Items listed in a dataset:
* * * * * * * * *

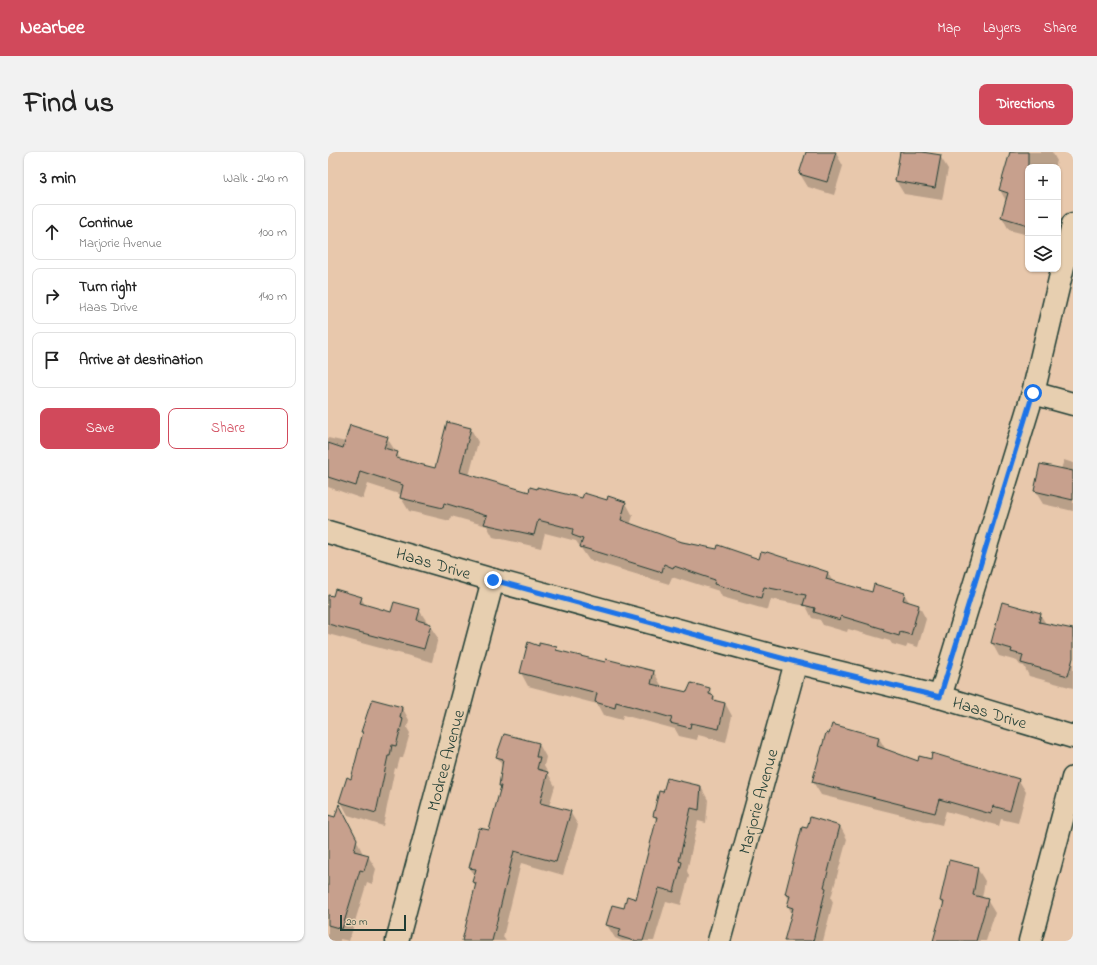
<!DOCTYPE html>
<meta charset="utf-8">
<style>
:root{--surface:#fff;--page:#f2f2f2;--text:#222;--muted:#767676;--line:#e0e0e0;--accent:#d1495b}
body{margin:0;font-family:"Indie Flower",sans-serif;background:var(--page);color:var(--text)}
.controls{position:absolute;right:12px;top:12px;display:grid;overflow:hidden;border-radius:8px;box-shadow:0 1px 3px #0004}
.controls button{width:36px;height:36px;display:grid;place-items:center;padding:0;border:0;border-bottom:1px solid var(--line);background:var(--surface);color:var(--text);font:20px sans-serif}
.scale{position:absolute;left:12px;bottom:10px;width:66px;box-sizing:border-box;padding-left:4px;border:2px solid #1f3d34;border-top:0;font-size:11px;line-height:14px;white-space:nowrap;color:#1f3d34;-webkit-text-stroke:3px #e7cfb0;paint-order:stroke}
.stop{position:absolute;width:12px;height:12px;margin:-9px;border:3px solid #1a73e8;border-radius:50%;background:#fff}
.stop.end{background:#1a73e8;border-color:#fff;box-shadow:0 1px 4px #0008}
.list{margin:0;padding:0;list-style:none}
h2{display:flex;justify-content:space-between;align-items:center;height:52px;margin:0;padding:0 16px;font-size:17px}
h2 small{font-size:13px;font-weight:400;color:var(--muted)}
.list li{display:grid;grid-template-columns:26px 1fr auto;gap:12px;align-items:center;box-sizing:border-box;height:56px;margin:0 8px 8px;padding:0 8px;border:1px solid var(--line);border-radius:8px}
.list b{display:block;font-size:15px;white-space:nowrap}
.list p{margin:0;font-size:13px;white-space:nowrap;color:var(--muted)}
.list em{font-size:13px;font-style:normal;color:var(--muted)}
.actions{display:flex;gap:8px;padding:12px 16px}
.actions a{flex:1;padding:9px 0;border:1px solid var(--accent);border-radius:8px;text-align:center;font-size:14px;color:var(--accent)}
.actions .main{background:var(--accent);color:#fff}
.icon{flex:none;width:22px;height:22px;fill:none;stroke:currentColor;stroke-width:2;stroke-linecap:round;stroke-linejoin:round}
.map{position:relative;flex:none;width:745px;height:789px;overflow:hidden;border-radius:8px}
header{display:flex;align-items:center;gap:24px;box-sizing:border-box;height:56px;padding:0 20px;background:var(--accent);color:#fff}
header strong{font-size:19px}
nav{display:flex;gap:22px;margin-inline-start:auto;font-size:14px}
.intro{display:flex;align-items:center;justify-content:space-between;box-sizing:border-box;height:96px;padding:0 24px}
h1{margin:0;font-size:28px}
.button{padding:10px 18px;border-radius:8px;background:var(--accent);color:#fff;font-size:14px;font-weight:700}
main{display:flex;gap:24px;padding:0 24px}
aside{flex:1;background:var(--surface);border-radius:8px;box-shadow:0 1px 3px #0004}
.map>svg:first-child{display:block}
</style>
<header>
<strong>Nearbee</strong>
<nav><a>Map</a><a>Layers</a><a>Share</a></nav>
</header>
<div class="intro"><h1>Find us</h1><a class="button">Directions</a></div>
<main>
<aside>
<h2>3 min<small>Walk · 240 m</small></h2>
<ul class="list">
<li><svg class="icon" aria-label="ahead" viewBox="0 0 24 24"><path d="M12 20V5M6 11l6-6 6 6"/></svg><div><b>Continue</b><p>Marjorie Avenue</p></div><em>100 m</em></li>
<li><svg class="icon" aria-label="right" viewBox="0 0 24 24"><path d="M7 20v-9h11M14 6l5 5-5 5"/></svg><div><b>Turn right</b><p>Haas Drive</p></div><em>140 m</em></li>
<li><svg class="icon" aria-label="arrive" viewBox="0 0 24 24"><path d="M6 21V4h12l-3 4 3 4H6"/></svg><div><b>Arrive at destination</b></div></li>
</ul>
<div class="actions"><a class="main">Save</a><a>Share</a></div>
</aside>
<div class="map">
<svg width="745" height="789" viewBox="0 0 745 789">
<rect width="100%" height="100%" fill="#e8c8ac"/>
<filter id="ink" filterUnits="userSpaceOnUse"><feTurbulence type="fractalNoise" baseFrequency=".025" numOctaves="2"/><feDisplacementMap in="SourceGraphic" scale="8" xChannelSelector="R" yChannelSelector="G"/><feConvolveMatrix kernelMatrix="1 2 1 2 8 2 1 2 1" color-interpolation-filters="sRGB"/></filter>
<g filter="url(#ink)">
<g fill="#0003">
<path d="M479 0 508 1 515 14 506 43 480 35 472 22Z"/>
<path d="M573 0H592L612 4 620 17 614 48 576 42 568 29Z"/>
<path d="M683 0H724L729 9 727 15H700V83L681 78 674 65 678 49 672 38Z"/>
<path d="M143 277 150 290 141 324 202 341 298 351 305 364 302 373 337 385 432 408 500 421 505 430 545 441 576 442 582 451 591 454 598 467 590 495 580 492 578 496 564 492 562 489 520 477 519 480 495 473 492 468 484 466 478 454 443 447 440 458 394 445 391 439 353 427V428L344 425 341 432 261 408 248 389 217 381 213 396 165 385 159 374 123 364 122 369 81 359 73 346 74 343 40 332 35 347 0 335V286L18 290 59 286 73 308 108 317Z"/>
<path d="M736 308 745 311V359L715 352 707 339 733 317Z"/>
<path d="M0 444 33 446 38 454 64 461 91 458 110 486 104 510 0 482Z"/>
<path d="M712 462 718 472 745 478V536L701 524 696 514 692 513 689 509 671 504 664 491Z"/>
<path d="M211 495 228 496 230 499 278 512 326 520 333 533 332 536 359 542 381 537 389 550 397 551 404 564 398 590 370 583 369 588 351 584 347 577 295 563 294 568 275 563 269 552 200 534 193 521Z"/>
<path d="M74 555 81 568 79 576 82 581 75 606H72L69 617 67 616 55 674 20 663 13 650 24 628 36 582 34 580Z"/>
<path d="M551 586 558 598 591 610 603 608 690 627 698 640 690 671 673 667 671 674 618 659 614 673 493 643 485 630Z"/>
<path d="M211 592 218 605 216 614 227 634 221 654 242 660 250 673 235 723 193 711 175 785 178 789H135L148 735 145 730 147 724 142 716 162 680 173 636 172 633 175 615 169 605Z"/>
<path d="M373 635 380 648 378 671 370 669 359 719 361 724 353 753 338 749 326 789H294L287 786 279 773 309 748 329 669 326 664 336 641Z"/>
<path d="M18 666 35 702 40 704 48 717 44 732 39 730 21 789 12 787V789H0V682Z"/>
<path d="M512 674 519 687 503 746 505 750 495 789H457L464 762 460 754 462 749 458 742Z"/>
<path d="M649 716 657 729 654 746 659 748 667 761 658 789H606L616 754 613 749Z"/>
</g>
<g fill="#c7a08d" stroke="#1f3d34">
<path d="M478 0H508L499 30 471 22Z"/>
<path d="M572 0H594L613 3 607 36 567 29Z"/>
<path d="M682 0H700V73L673 65 680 41 671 38Z"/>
<path d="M119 270 143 276 132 320 201 340 202 335 209 337V335L254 346 256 341 279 348 280 344 298 350 293 368 354 390 389 397 390 393 431 407 433 400 438 401 439 400 500 420 498 427 544 440 546 432 577 441 575 448 591 453 583 483 572 480 571 484 555 479 556 477 513 464 512 468 486 460 487 456 475 453 478 443 436 435 433 446 386 432 387 428 346 414 345 416 336 412 334 420 273 401 252 395 255 387 244 383 245 377 210 368 206 383 156 372 159 364 116 351 115 356 72 346 75 333 32 319 28 334 0 325V291L15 296 22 273 60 285 56 296 70 300 68 306 107 316Z"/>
<path d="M712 312 745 319V348L706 339Z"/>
<path d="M7 437 34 445 32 451 63 460 66 450 92 457 89 468 103 472 96 497 0 472V443L5 444Z"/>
<path d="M674 450 713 461 711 470 745 477V506L740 524 693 511 695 503 683 500 684 497 663 491Z"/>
<path d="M200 490 211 494V491L229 495 228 498 277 510 278 507 326 519 323 532 359 540 363 531 382 536 381 542 386 544 385 548 397 551 391 577 363 571 362 576 342 571 344 566 288 550 287 556 267 550 269 541 192 521Z"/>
<path d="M44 547 74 555 72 566 75 567 68 594 64 593 62 604H60L48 661 11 650 19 625 23 627 35 580H33Z"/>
<path d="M504 572 551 585 549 594 590 609 591 604 603 607 604 601 691 627 682 659 665 654 663 662 611 647 607 661 484 630 498 581 501 582Z"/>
<path d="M176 582 211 591 208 605H212L209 617 220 620 212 651 243 659 228 710 186 699 164 789H134L148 731 144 730 148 717 141 716 151 676 161 678 173 634H171L175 607 168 605Z"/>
<path d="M339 626 373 634 371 658 363 656 351 709 354 710 346 740 331 736 315 789H306L290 784 293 777 278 773 284 753 296 756 299 744 308 747 329 665 325 664 331 639 335 640Z"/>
<path d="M11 652 29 687 26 699 41 703 36 719 32 718 14 777 0 773V663L7 665Z"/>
<path d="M482 665 512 674 496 735 498 736 485 789H456L465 756 459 754 462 744 457 742 474 675 479 676Z"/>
<path d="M621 708 650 715 645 743 660 747 648 789H605L616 750 612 749Z"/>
</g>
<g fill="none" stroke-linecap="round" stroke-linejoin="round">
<g stroke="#1f3d34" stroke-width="25">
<g id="minor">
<path d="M705 241 745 252"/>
<path id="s1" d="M0 380 165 428 468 510 612 545 745 585"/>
<path d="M612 545 705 241 745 72"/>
<path id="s2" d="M69 789 165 428"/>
<path id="s3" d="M391 789 468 510"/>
<path d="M702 789 745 626"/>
</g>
</g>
<use href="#minor" stroke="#e7cfb0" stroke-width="22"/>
</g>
</g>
<g fill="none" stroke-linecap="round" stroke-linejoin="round" filter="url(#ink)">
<path stroke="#1a73e8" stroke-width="5" d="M165 428 468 510 612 545 705 241"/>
</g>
<g text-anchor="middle" stroke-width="3" stroke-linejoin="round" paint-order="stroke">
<g font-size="17" fill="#1f3d34" stroke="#e7cfb0">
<text dy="6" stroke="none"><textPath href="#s1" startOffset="110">Haas Drive</textPath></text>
<text dy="6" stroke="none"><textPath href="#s1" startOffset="686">Haas Drive</textPath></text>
<text dy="6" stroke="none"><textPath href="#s2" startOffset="187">Modree Avenue</textPath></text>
<text dy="6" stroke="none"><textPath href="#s3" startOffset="145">Marjorie Avenue</textPath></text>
</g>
</g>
</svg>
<div class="controls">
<button>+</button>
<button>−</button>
<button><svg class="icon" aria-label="layers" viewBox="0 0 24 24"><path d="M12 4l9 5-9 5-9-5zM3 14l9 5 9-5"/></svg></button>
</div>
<div class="scale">20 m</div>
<div class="stop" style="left:705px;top:241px"></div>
<div class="stop end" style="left:165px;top:428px"></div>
</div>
</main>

* * * * * * * * *

■ **Exercise goal**
Copy each line above where the string "aside" occurs.

■ **Response for this exercise**
aside{flex:1;background:var(--surface);border-radius:8px;box-shadow:0 1px 3px #0004}
<aside>
</aside>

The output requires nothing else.